§ WHAT THE TASK ASKS: For the data below, please report each line where the word "getContext" is found.

(Saved data entries)
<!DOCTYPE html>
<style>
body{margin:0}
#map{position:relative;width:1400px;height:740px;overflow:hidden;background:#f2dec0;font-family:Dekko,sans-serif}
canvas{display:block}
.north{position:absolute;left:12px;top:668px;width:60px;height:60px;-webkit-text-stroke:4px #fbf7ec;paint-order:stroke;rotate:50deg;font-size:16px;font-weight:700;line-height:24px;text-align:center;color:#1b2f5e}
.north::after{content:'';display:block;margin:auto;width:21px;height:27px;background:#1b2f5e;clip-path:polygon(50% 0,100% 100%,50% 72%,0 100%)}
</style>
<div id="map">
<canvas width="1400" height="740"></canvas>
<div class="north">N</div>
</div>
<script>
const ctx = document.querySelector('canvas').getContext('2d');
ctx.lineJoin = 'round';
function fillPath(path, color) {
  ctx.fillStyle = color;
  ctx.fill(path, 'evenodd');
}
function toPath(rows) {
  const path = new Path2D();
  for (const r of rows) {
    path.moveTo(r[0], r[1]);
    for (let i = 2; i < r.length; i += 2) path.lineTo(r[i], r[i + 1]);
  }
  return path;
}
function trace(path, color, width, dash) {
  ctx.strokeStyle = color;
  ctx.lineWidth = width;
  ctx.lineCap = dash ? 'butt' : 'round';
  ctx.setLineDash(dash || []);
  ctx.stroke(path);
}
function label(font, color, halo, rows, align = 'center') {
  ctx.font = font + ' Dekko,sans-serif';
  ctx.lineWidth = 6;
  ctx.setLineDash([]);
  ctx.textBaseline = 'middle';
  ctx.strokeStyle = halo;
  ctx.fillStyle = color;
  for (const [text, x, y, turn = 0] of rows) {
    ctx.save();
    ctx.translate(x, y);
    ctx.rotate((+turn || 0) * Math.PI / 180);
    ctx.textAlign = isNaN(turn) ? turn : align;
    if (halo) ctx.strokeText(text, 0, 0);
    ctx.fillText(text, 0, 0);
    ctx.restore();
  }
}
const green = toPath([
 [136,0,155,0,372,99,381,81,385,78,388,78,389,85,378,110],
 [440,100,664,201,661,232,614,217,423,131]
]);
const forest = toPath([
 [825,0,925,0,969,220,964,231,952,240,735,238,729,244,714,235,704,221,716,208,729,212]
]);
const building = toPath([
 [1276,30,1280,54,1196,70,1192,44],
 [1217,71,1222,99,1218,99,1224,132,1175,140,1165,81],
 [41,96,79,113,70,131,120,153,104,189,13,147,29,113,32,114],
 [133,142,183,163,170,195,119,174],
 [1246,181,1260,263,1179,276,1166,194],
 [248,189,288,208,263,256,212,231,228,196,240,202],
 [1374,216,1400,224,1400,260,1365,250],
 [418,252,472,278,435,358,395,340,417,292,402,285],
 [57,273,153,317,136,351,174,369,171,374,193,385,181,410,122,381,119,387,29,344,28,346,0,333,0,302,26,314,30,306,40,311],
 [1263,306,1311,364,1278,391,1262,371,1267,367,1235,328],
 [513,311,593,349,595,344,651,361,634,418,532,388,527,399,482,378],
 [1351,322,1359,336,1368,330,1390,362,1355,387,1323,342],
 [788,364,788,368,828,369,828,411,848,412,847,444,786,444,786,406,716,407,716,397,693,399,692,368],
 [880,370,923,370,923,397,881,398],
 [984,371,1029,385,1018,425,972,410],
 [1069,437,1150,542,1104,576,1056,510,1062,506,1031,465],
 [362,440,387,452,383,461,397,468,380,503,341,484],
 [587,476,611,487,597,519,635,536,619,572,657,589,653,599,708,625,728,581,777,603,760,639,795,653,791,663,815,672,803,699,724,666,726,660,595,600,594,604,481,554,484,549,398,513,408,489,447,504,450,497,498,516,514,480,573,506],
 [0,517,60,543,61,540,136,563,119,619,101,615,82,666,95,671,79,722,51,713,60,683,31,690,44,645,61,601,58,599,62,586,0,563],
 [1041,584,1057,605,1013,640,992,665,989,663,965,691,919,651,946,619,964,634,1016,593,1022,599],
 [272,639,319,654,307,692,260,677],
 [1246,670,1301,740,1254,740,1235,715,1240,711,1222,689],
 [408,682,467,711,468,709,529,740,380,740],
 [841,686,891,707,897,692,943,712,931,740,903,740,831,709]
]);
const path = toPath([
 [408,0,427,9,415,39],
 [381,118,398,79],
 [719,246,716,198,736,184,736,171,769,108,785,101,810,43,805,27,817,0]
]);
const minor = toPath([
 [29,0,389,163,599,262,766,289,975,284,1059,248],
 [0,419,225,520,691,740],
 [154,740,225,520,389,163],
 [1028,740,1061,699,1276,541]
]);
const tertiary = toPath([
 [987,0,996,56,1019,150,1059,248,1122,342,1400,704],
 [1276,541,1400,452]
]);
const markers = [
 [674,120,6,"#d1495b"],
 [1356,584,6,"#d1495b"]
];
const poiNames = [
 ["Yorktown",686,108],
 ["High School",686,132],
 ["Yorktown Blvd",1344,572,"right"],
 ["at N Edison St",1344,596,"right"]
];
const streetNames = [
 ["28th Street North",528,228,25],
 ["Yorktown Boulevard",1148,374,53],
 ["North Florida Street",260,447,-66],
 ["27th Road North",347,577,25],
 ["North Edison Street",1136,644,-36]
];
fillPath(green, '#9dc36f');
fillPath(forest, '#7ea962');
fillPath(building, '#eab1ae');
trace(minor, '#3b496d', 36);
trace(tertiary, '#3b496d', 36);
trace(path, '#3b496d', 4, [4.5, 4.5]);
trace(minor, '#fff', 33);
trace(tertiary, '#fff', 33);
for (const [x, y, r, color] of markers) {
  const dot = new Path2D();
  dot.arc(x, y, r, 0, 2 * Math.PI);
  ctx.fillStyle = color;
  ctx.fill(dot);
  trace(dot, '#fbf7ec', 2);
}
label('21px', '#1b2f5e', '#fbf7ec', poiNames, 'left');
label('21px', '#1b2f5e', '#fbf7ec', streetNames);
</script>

==

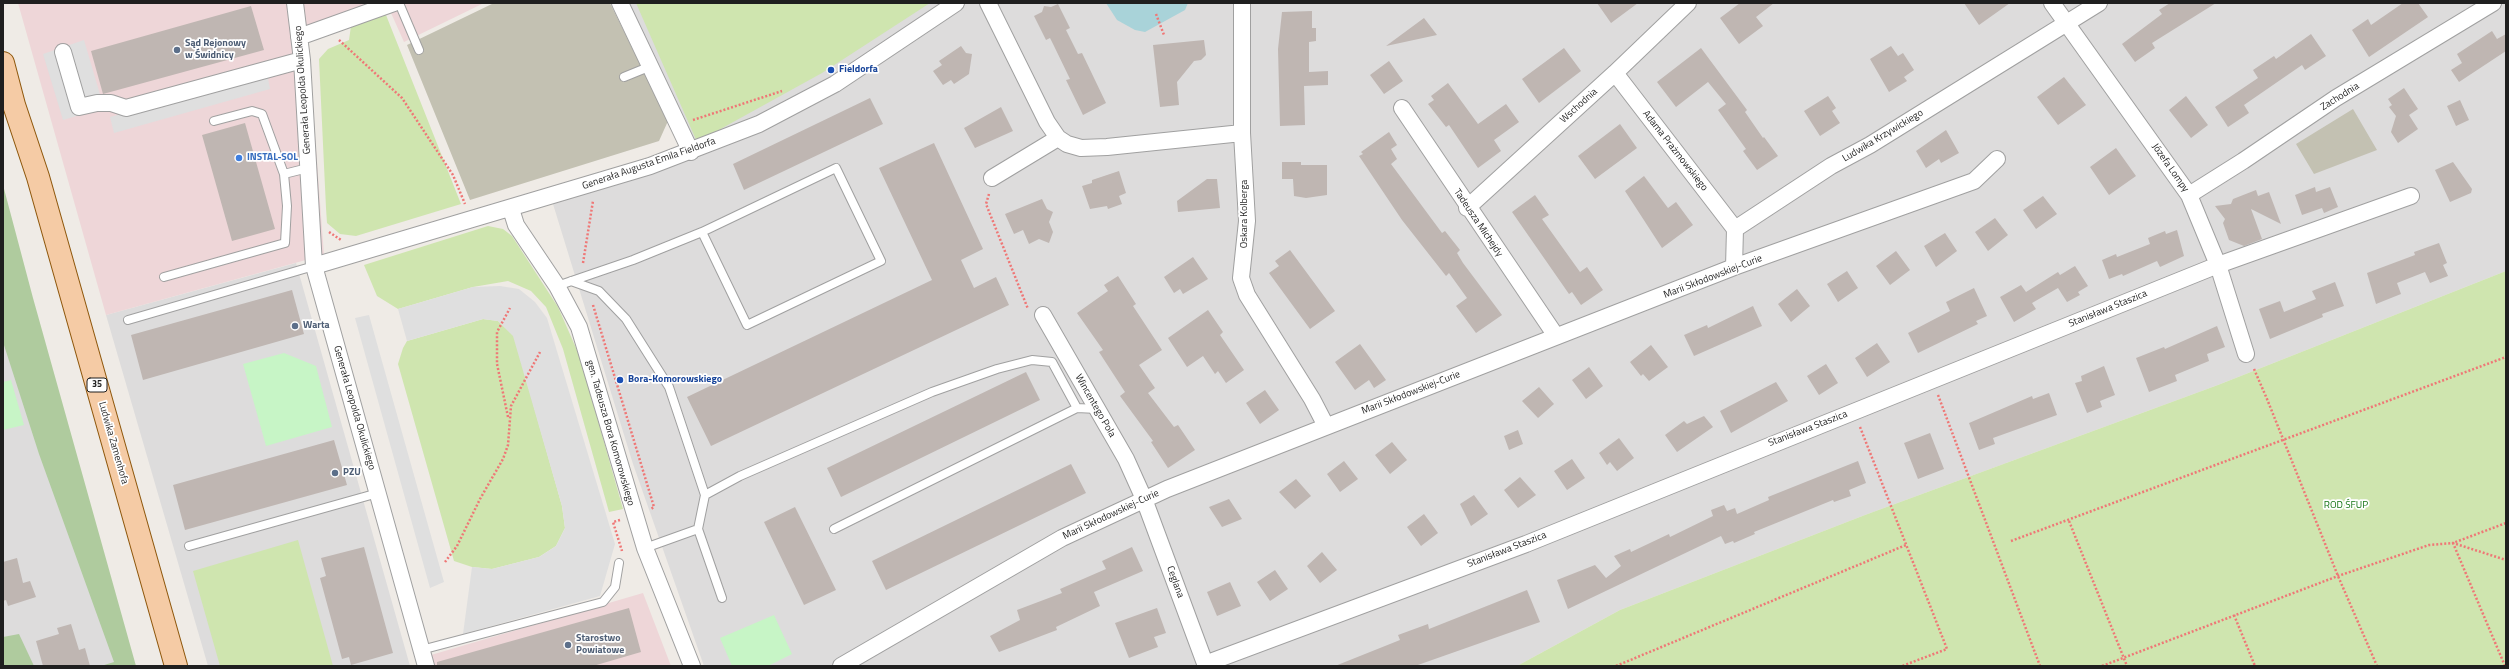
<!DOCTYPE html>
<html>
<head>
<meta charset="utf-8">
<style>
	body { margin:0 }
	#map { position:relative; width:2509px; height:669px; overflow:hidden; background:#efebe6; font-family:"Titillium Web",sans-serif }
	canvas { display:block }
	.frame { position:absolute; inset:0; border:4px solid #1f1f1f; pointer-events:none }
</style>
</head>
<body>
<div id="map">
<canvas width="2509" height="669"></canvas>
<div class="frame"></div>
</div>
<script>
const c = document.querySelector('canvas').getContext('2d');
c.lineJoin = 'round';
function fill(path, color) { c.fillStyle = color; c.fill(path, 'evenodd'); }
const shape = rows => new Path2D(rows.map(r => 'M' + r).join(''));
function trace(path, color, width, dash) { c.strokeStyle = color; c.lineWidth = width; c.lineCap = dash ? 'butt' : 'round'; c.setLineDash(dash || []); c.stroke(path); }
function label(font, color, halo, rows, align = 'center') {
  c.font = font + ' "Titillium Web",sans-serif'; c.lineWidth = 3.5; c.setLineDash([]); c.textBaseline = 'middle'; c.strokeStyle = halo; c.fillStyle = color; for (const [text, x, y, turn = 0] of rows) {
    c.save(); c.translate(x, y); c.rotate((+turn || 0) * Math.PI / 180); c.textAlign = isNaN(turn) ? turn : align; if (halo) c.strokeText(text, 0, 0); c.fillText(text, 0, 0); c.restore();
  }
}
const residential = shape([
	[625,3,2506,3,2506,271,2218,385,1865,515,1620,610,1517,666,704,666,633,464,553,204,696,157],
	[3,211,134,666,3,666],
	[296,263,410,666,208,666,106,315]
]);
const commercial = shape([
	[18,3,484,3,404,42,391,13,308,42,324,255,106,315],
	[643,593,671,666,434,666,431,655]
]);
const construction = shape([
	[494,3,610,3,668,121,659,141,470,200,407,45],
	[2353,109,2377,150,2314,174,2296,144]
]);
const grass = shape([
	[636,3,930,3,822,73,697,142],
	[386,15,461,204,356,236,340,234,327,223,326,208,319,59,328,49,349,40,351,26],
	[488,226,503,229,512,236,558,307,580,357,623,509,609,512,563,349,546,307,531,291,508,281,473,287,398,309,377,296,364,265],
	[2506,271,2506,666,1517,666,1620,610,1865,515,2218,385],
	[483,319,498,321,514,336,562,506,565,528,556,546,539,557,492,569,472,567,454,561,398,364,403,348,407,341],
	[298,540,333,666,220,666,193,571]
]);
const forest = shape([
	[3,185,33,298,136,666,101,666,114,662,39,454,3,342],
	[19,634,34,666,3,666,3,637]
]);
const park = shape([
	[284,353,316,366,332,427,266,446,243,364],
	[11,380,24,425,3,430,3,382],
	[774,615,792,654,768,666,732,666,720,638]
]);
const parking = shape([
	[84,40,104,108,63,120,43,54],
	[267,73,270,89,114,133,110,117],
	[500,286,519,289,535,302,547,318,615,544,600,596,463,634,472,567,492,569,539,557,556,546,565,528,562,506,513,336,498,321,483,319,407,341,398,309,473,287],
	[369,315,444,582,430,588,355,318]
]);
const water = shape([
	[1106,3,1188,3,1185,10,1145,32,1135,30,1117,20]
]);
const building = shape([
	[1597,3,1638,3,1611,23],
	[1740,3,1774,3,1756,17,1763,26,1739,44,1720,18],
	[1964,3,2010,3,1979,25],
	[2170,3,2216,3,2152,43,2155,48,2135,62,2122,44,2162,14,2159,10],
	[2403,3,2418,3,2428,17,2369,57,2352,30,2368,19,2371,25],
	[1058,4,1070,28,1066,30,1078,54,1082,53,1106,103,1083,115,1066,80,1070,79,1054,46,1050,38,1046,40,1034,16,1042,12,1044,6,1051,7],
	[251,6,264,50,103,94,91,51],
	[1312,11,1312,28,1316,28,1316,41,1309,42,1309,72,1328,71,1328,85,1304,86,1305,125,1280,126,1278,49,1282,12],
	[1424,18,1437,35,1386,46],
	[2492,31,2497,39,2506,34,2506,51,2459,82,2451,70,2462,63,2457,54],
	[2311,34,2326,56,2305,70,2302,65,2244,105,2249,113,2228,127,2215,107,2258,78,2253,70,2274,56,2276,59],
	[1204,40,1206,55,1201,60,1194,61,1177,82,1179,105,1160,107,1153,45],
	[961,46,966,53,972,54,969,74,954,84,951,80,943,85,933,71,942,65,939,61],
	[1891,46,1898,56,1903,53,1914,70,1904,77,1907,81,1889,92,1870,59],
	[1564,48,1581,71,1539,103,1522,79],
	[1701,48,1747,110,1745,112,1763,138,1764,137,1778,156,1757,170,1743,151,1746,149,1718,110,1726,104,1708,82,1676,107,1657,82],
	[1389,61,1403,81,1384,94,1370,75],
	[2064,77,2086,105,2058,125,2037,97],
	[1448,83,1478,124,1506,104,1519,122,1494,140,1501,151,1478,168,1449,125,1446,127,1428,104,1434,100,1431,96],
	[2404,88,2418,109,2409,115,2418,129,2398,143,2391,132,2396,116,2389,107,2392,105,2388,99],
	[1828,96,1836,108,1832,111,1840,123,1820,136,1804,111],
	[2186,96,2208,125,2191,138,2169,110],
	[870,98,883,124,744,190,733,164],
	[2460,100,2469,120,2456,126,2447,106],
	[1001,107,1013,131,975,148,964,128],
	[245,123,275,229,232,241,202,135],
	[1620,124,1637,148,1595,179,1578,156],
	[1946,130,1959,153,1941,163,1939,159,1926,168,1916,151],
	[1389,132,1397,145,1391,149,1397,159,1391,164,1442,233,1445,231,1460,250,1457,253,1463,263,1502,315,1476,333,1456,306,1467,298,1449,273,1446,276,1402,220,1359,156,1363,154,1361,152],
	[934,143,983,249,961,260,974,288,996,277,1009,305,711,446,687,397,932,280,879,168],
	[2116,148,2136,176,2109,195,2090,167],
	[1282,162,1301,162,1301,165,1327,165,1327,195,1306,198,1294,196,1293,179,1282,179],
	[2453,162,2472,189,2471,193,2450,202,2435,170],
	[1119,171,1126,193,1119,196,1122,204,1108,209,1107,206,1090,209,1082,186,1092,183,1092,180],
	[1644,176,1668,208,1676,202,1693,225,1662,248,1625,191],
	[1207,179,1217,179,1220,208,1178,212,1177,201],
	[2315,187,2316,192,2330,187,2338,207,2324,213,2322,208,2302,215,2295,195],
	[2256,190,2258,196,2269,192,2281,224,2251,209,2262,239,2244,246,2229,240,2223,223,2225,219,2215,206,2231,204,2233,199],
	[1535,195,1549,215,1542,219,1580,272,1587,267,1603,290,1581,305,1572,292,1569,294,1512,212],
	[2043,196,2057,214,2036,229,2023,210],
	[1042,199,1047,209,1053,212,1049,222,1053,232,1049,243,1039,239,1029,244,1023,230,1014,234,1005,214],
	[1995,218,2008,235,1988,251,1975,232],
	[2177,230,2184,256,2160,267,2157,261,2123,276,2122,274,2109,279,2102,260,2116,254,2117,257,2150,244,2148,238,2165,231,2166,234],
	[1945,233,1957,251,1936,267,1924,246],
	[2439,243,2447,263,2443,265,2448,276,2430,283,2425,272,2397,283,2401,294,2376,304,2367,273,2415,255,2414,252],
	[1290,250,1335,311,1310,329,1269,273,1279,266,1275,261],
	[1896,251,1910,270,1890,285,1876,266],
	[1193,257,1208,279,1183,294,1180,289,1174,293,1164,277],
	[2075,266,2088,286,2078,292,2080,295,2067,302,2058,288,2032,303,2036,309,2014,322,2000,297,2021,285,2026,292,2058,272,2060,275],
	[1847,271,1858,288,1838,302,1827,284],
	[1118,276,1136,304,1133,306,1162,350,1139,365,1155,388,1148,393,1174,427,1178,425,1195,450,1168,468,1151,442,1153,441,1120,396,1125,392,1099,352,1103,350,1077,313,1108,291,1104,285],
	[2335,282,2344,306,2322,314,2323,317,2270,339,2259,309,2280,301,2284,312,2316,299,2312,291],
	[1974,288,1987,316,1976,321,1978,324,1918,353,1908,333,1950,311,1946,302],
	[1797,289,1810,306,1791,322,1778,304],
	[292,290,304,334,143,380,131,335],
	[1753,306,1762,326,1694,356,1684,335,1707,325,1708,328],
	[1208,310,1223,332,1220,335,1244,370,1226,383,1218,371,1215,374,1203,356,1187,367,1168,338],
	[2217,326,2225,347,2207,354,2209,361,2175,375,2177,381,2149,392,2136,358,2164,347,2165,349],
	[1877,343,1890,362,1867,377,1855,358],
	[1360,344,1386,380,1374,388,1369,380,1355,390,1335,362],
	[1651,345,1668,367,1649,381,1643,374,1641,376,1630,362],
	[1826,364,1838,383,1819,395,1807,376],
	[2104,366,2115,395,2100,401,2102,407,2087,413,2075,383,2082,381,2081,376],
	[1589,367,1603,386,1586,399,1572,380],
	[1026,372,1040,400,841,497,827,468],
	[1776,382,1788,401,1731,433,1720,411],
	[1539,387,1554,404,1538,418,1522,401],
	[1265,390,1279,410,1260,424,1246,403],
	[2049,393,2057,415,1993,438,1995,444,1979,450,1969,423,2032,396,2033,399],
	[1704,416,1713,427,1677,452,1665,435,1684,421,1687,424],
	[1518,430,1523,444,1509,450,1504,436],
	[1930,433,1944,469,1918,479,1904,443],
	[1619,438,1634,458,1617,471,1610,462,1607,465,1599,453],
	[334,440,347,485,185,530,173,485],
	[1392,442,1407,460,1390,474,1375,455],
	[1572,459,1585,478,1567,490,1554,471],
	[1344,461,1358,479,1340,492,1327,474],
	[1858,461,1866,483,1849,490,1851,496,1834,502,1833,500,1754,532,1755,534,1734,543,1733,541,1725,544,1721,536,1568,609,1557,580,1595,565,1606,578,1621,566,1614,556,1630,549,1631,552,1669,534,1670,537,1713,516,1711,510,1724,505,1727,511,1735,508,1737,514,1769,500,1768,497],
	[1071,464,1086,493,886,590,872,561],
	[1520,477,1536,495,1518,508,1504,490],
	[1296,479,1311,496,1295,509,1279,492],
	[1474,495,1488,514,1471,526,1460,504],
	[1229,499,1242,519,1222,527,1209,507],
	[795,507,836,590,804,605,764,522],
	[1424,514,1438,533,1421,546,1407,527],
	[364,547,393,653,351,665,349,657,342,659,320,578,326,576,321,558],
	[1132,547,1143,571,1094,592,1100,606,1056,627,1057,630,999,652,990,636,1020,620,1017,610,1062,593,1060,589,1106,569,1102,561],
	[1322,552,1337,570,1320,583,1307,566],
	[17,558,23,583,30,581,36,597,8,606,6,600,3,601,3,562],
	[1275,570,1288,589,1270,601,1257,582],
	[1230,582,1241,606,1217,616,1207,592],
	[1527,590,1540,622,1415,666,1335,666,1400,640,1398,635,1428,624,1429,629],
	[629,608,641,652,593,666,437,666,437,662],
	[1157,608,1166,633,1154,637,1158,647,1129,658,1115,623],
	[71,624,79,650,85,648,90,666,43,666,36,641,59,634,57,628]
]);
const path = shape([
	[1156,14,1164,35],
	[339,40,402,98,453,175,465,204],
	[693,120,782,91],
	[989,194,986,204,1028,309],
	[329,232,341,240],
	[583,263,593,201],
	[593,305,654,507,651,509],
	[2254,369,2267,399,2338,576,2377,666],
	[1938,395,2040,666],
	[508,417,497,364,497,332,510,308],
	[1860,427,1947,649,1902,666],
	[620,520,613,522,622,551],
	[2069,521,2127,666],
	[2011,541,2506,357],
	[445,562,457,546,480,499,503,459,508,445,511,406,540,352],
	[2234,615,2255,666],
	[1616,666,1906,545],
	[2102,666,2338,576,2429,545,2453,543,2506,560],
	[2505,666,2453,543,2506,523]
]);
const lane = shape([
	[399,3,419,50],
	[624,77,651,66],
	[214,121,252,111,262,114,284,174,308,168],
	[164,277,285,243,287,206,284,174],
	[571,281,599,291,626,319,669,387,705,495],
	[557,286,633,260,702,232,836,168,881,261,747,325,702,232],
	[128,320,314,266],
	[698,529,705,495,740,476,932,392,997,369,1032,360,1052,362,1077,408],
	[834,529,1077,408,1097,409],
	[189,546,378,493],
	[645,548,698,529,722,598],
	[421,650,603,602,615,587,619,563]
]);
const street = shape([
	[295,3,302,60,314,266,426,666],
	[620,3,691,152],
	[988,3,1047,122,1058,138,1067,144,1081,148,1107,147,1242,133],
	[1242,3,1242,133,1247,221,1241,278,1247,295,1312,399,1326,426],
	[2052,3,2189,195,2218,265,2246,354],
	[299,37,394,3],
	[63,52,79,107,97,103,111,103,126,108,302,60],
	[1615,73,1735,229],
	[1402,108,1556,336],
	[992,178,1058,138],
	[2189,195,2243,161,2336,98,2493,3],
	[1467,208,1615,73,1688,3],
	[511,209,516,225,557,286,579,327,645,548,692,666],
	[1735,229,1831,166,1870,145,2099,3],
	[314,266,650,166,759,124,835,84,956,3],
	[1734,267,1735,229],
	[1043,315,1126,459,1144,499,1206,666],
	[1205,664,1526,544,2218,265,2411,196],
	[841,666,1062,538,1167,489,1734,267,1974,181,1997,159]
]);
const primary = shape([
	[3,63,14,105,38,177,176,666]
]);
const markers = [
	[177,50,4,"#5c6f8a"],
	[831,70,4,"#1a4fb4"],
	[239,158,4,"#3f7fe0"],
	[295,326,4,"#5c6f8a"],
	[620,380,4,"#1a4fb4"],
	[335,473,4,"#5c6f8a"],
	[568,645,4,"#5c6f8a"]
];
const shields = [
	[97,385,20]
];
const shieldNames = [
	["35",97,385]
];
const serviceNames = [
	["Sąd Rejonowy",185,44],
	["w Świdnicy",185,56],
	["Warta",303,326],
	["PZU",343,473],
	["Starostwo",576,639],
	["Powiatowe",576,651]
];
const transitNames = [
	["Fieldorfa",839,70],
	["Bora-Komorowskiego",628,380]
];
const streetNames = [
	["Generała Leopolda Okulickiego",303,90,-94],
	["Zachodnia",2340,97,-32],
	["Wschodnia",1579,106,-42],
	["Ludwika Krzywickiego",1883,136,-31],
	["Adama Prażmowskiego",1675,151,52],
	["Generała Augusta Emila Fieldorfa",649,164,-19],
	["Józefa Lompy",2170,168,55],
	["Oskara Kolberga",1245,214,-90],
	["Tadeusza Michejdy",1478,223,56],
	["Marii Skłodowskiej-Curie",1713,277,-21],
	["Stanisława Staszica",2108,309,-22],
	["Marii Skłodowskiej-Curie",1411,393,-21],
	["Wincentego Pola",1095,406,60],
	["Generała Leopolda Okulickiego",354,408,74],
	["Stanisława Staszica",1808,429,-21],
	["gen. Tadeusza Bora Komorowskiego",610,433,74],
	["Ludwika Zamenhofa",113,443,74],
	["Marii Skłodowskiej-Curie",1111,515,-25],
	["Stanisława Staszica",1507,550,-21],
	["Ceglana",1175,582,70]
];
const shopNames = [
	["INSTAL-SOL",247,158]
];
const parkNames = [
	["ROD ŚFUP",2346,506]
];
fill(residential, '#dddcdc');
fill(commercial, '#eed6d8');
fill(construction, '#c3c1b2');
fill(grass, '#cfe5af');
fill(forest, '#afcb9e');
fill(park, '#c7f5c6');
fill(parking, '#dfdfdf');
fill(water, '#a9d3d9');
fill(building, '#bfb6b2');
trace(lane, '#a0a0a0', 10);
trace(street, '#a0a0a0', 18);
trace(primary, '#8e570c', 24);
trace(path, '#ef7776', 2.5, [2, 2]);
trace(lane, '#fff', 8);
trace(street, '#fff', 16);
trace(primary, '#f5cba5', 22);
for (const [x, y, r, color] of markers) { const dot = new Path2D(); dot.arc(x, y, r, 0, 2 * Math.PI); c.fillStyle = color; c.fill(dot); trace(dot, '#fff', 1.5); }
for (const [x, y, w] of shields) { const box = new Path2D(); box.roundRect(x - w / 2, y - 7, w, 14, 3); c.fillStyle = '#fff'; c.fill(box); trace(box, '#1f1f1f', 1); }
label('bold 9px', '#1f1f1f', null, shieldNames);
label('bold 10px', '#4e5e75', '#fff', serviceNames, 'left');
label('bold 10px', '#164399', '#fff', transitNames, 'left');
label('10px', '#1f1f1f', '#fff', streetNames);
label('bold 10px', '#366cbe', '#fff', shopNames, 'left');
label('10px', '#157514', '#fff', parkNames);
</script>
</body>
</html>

§ WRITTEN SOLUTION:
const ctx = document.querySelector('canvas').getContext('2d');
const c = document.querySelector('canvas').getContext('2d');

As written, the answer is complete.